Dopo decenni in cui nessuna amministrazione è riuscita a rendere la Capitale all’altezza di una metropoli internazionale, oggi Roma appare una città che torna a crescere o, quanto meno, a farsi desiderare

Non chiamatela rivincita. E meno che mai sorpasso. Quello che da qualche anno accade a Roma ha, sinceramente, un che di sorprendentemente misterioso. In senso positivo. 

Spieghiamo i fatti: dopo decenni in cui tutte le amministrazioni che si sono succedute non sono riuscite a rendere la capitale italiana all’altezza di una metropoli internazionale, nonostante il suo bagaglio storico e le potenzialità inestimabili, oggi per la prima volta Roma appare una città che torna a crescere o, quanto meno, a farsi desiderare. Sotto vari profili e punti di vista. 

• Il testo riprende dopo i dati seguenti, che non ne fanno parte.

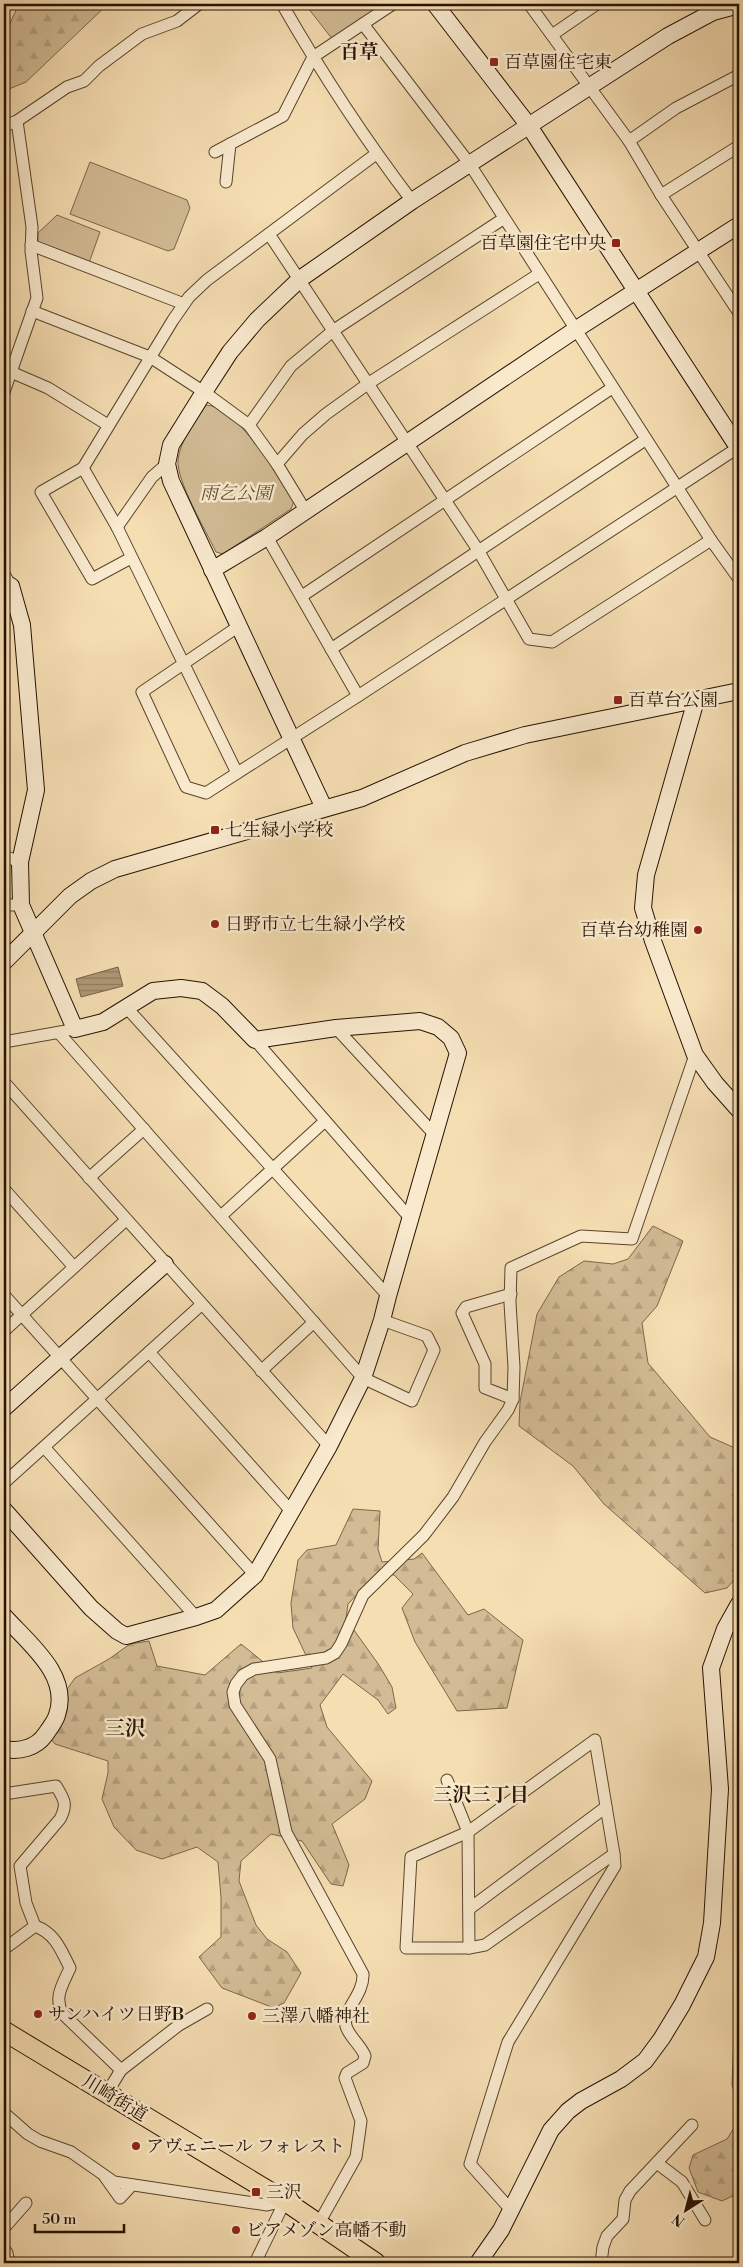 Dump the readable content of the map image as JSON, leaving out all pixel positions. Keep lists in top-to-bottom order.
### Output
{
  "streets": {
    "main road": ["川崎街道"]
  },
  "districts": ["百草", "三沢", "三沢三丁目"],
  "parks": ["雨乞公園"],
  "places": {
    "transit": [
      "百草園住宅東",
      "百草園住宅中央",
      "百草台公園",
      "七生緑小学校",
      "三沢"
    ],
    "other": [
      "日野市立七生緑小学校",
      "百草台幼稚園",
      "サンハイツ日野B",
      "三澤八幡神社",
      "アヴェニール フォレスト",
      "ビアメゾン高幡不動"
    ]
  },
  "scale_bar": "50 m",
  "north": "bottom left"
}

Analizziamoli. Pur con mille difficoltà e incognite all’orizzonte, Roma vive un momento di semi-fioritura. Non è splendore e nemmeno un boom esplosivo urbanistico quanto piuttosto un inanellarsi fortuito e forse anche casuale di cantieri e novità infrastrutturali e sociali che rendono la città, per i romani, tollerabile e meno invisa rispetto a quanto non lo fosse prima, e per gli stranieri una piccola oasi sempre baciata dal sole leggermente più accogliente. 

Non che Roma sia oggi una sim city da sogno: nulla di più lontano. Per chi ci vive, ancora oggi, è oggettivamente tutto abbastanza complicato. 

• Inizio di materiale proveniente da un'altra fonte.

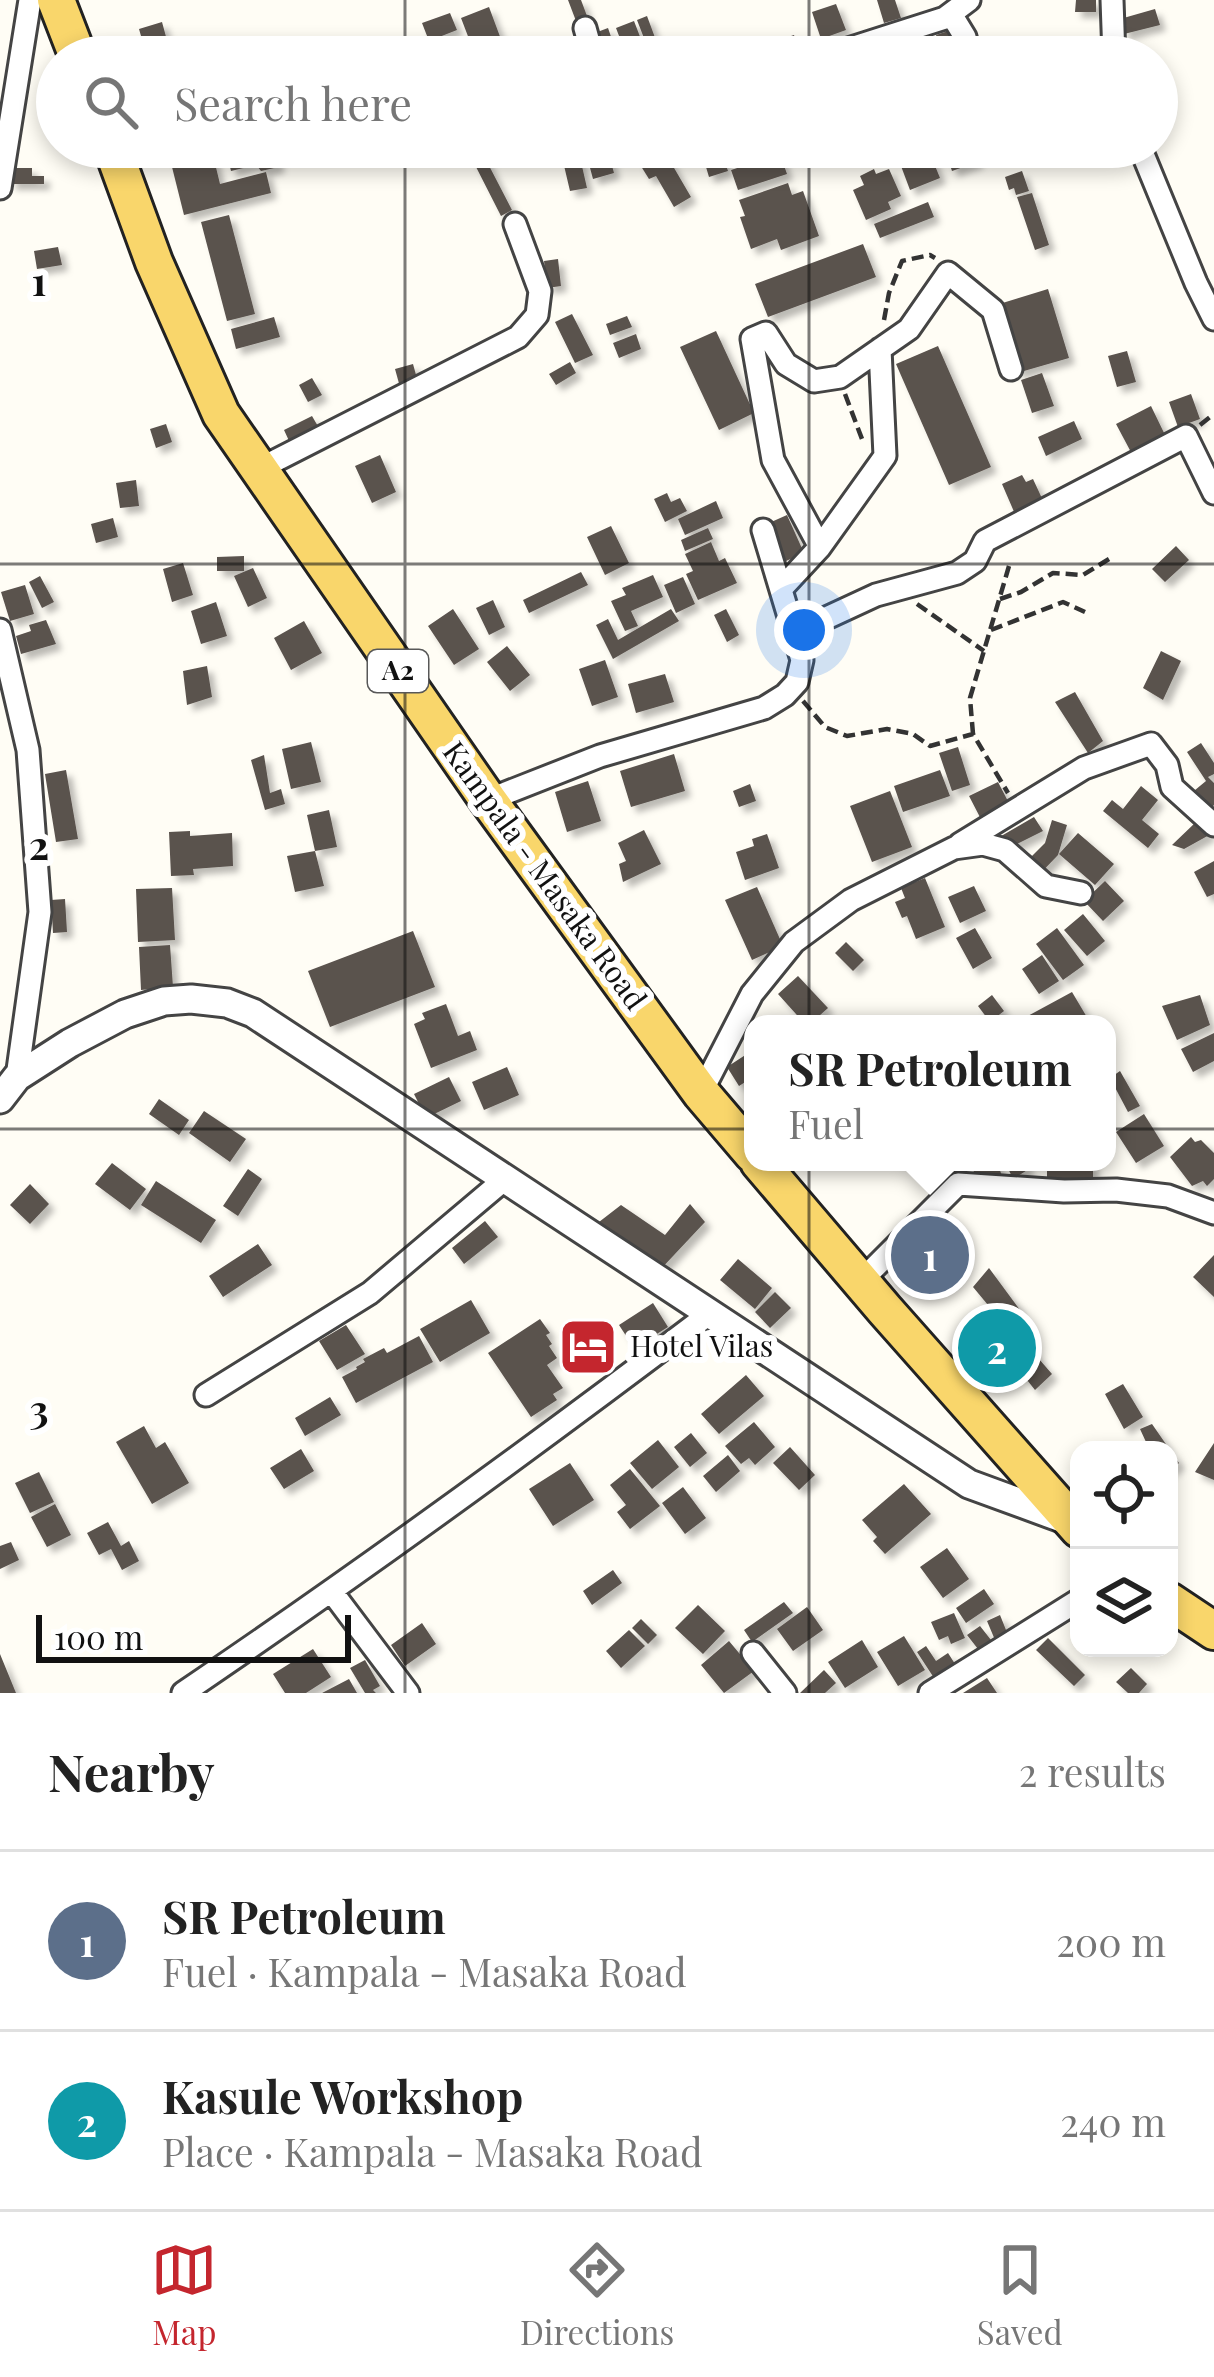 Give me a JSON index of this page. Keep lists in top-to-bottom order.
{
  "streets": {
    "main road": ["A2", "Kampala - Masaka Road"]
  },
  "places": {
    "hotel": ["Hotel Vilas"]
  },
  "scale_bar": "100 m",
  "page": {
    "search": "Search here",
    "popup": ["SR Petroleum", "Fuel"],
    "pins": ["1", "2"],
    "scale": "100 m",
    "heading": ["Nearby", "2 results"],
    "list": [
      {
        "mark": "1",
        "name": "SR Petroleum",
        "note": "Fuel · Kampala - Masaka Road",
        "value": "200 m"
      },
      {
        "mark": "2",
        "name": "Kasule Workshop",
        "note": "Place · Kampala - Masaka Road",
        "value": "240 m"
      }
    ],
    "nav": ["Map", "Directions", "Saved"]
  },
  "grid": {
    "rows": ["1", "2", "3"]
  }
}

In primo luogo Roma è in realtà almeno dieci città insieme. E va da sé che il centro sia una cosa, e tutto il resto sortisca effetti e patisca conseguenze che sotto i riflettori si accendono al massimo una volta l’anno. 

La mobilità della città (paragonabile alle arterie del corpo umano) è ancora oggi un ostacolo gigantesco essendo dominata ancora perlopiù da automobili anziché da servizi del trasporto pubblico affidabili. 

Non solo: nonostante i miglioramenti, lo sporco c’è ancora, e non basteranno forse nemmeno dieci mandati di amministrazioni modello a migliorarlo drasticamente (viene il dubbio che la città sia proprio impossibile da pulire). 

Di più: nonostante un impoverimento generale della popolazione e lo stallo dei salari nel Paese, Roma è diventata estremamente più costosa (affitti/ristoranti/hotel, eccetera). Comprare casa e crescere figli, complice la situazione devastante degli asili nido, è spesso una chimera. 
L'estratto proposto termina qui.